EXERCISE AIM:
Look at each line of the listing. Copy those that hold the string "Chedworth".

DATA FOR PROCESSING:
==*==
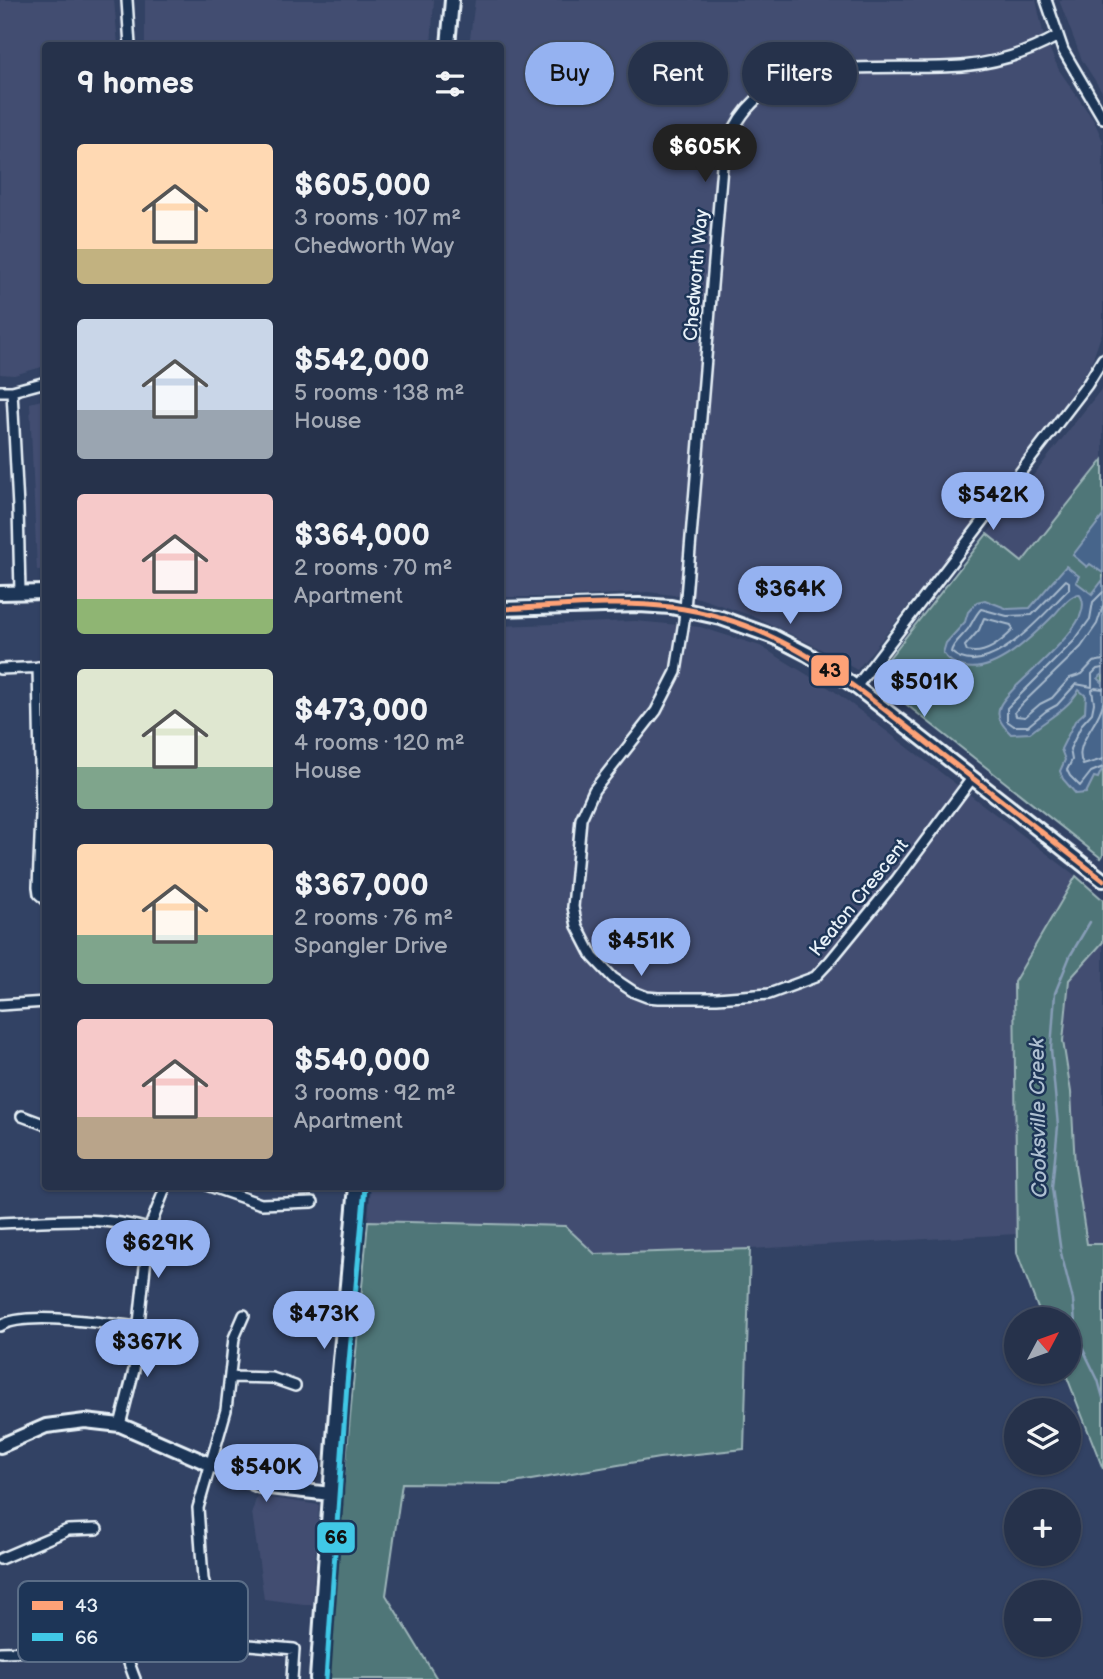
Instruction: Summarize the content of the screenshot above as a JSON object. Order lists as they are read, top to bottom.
{
  "streets": {
    "street": ["Chedworth Way", "Keaton Crescent"]
  },
  "crossings": [
    ["Chedworth Way", "Keaton Crescent"]
  ],
  "water": ["Cooksville Creek"],
  "lines": ["transit line 43", "transit line 66"],
  "legend": ["43", "66"],
  "north": "top right",
  "page": {
    "chip": ["Buy", "Rent", "Filters"],
    "heading": "9 homes",
    "price": [
      "$605K",
      "$542K",
      "$364K",
      "$501K",
      "$451K",
      "$629K",
      "$473K",
      "$367K",
      "$540K"
    ],
    "list": [
      {
        "name": "$605,000",
        "note": "3 rooms · 107 m² · Chedworth Way"
      },
      {
        "name": "$542,000",
        "note": "5 rooms · 138 m² · House"
      },
      {
        "name": "$364,000",
        "note": "2 rooms · 70 m² · Apartment"
      },
      {
        "name": "$473,000",
        "note": "4 rooms · 120 m² · House"
      },
      {
        "name": "$367,000",
        "note": "2 rooms · 76 m² · Spangler Drive"
      },
      {
        "name": "$540,000",
        "note": "3 rooms · 92 m² · Apartment"
      }
    ],
    "map_buttons": ["+", "−"]
  }
}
==*==
RESPONSE BELOW:
    "street": ["Chedworth Way", "Keaton Crescent"]
    ["Chedworth Way", "Keaton Crescent"]
        "note": "3 rooms · 107 m² · Chedworth Way"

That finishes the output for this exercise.